Flavia désigna d’un signe de tête la boîte posée sur la table dans un coin. Adèle comprit et la prit.
— Ce sont des chaussures pour corriger votre démarche voûtée. Désormais, vous les porterez en permanence. Et pas seulement pendant mes leçons.
Dans la boîte se trouvait une paire de chaussures en cuir noir.
Aucune décoration, des chaussures simples. Mais le cœur d’Adèle se mit à battre plus fort.
C’étaient les plus belles chaussures qu’elle ait jamais vues. La peau brillait, la forme était élégante.
— Permettez-moi de vous aider à les mettre, madame, dit Éphonie en s’avançant.
Mais Flavia leva la main, l’arrêtant.
— Vous voulez apprendre, mais vous ne pouvez même pas mettre des chaussures toute seule ?
Adèle, bien qu’elle eût envie de demander si Madame Flavia mettait elle-même ses chaussures, se retint et posa délicatement les chaussures au sol.
Elle était excitée. C’étaient des chaussures neuves.
Mais dès qu’elle tenta de les enfiler, elle s’arrêta net. En regardant Flavia, Adèle aperçut un sourire perfide sur son visage.
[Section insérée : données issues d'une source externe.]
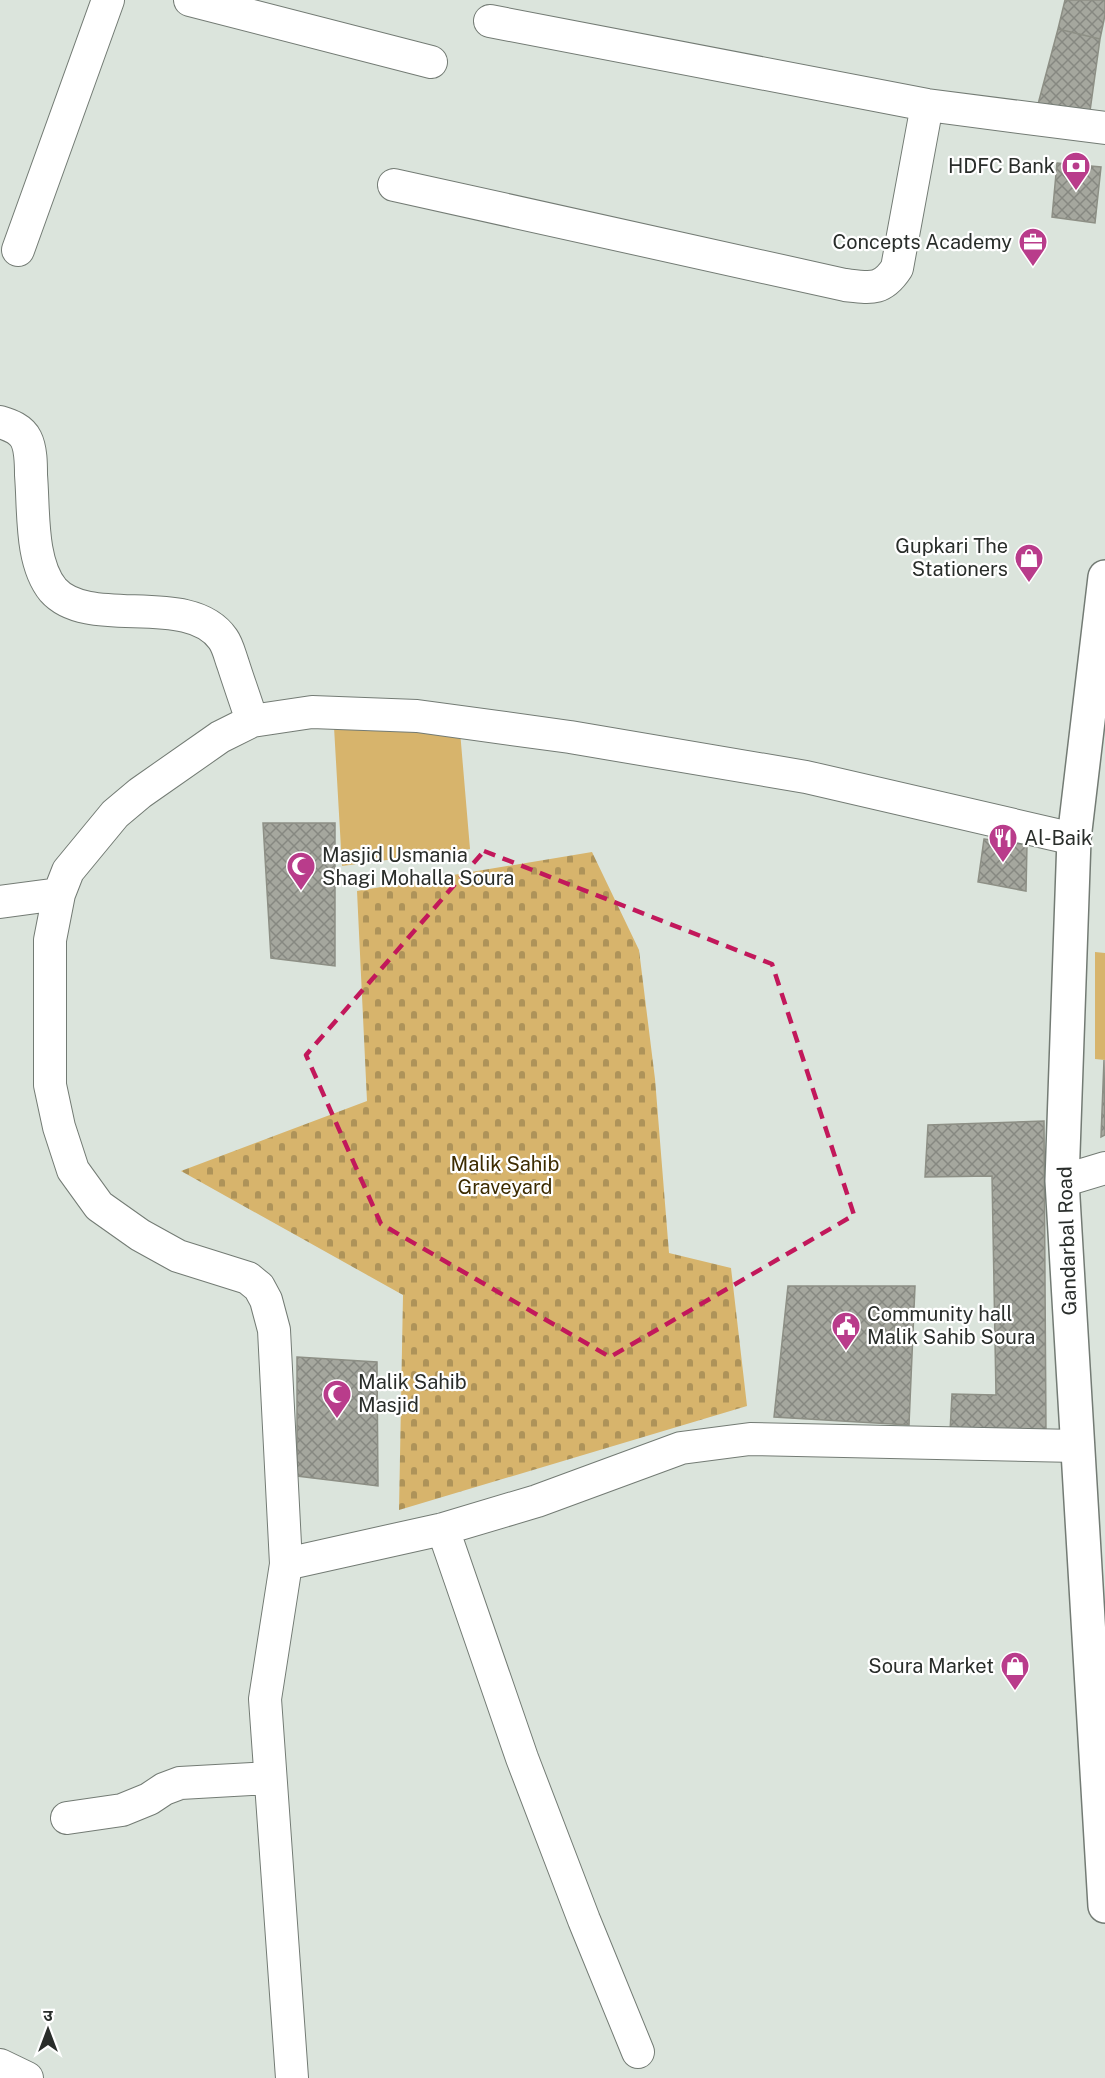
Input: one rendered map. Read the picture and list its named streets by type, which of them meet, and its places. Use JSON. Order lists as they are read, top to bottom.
{
  "streets": {
    "main road": ["Gandarbal Road"]
  },
  "parks": ["Malik Sahib Graveyard"],
  "places": {
    "bank": ["HDFC Bank"],
    "office": ["Concepts Academy"],
    "shop": ["Gupkari The Stationers", "Soura Market"],
    "restaurant": ["Al-Baik"],
    "mosque": ["Masjid Usmania Shagi Mohalla Soura", "Malik Sahib Masjid"],
    "public building": ["Community hall Malik Sahib Soura"]
  },
  "north": "top"
}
— Madame Flavia… elles me serrent…
— Je vous ai ordonné de les mettre.
« … »
C’est alors qu’elle comprit que le sourire de la belle dame cachait une moquerie malicieuse.
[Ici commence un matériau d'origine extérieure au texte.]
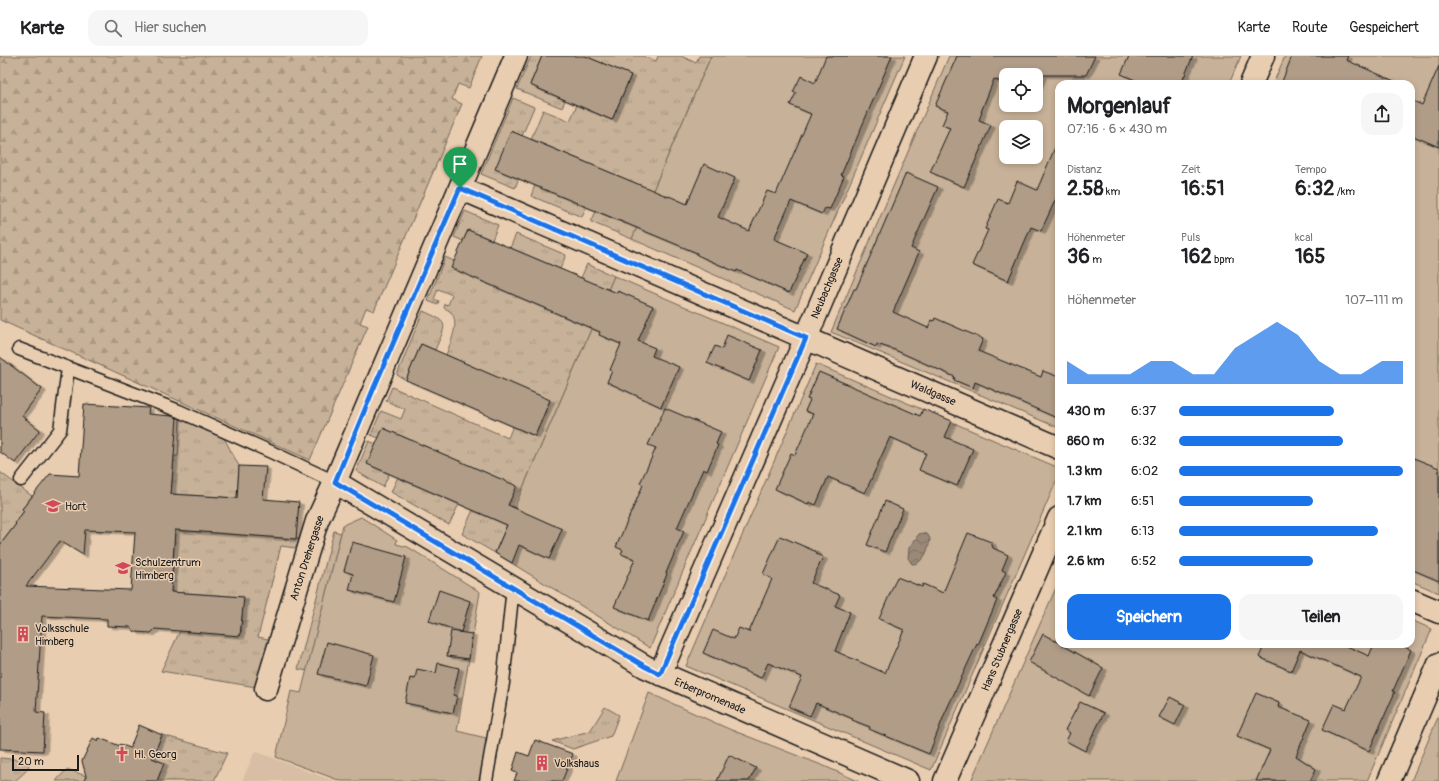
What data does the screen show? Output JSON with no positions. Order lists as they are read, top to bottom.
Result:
{
  "streets": {
    "street": [
      "Neubachgasse",
      "Waldgasse",
      "Anton Drehergasse",
      "Hans Stubnergasse",
      "Erberpromenade"
    ]
  },
  "crossings": [
    ["Neubachgasse", "Waldgasse"],
    ["Neubachgasse", "Erberpromenade"],
    ["Waldgasse", "Anton Drehergasse"],
    ["Anton Drehergasse", "Erberpromenade"]
  ],
  "places": {
    "school or university": ["Hort", "Schulzentrum Himberg"],
    "building": ["Volksschule Himberg", "Volkshaus"],
    "church": ["Hl. Georg"]
  },
  "scale_bar": "20 m",
  "page": {
    "header": "Karte",
    "search": "Hier suchen",
    "nav": ["Karte", "Route", "Gespeichert"],
    "heading": ["Morgenlauf", "07:16 · 6 × 430 m"],
    "stats": [
      ["Distanz", "2.58 km"],
      ["Zeit", "16:51"],
      ["Tempo", "6:32 /km"],
      ["Höhenmeter", "36 m"],
      ["Puls", "162 bpm"],
      ["kcal", "165"]
    ],
    "chart": ["Höhenmeter", "107–111 m"],
    "list": [
      {
        "name": "430 m",
        "note": "6:37"
      },
      {
        "name": "860 m",
        "note": "6:32"
      },
      {
        "name": "1.3 km",
        "note": "6:02"
      },
      {
        "name": "1.7 km",
        "note": "6:51"
      },
      {
        "name": "2.1 km",
        "note": "6:13"
      },
      {
        "name": "2.6 km",
        "note": "6:52"
      }
    ],
    "buttons": ["Speichern", "Teilen"],
    "scale": "20 m"
  }
}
Adèle jeta un coup d’œil à Éphonie, mais celle-ci observait simplement la scène en silence. Visiblement, Césare avait laissé entendre qu’il tolérerait quelques « petits jeux ».
Eh bien, elle ne s’attendait pas à autre chose.
Les espoirs d’Adèle, qui avaient brièvement vu le jour, se dissipèrent vite. Elle enfila docilement les chaussures.
Dès que son pied pénétra dans la chaussure, ses orteils se crispèrent instantanément sous la douleur.
Se retenant de vaciller, Adèle se redressa. Flavia, souriante, désigna du bout de sa canne l’extrémité de la galerie.
— Maintenant, allez-y et revenez tant que je ne vous dis pas d’arrêter.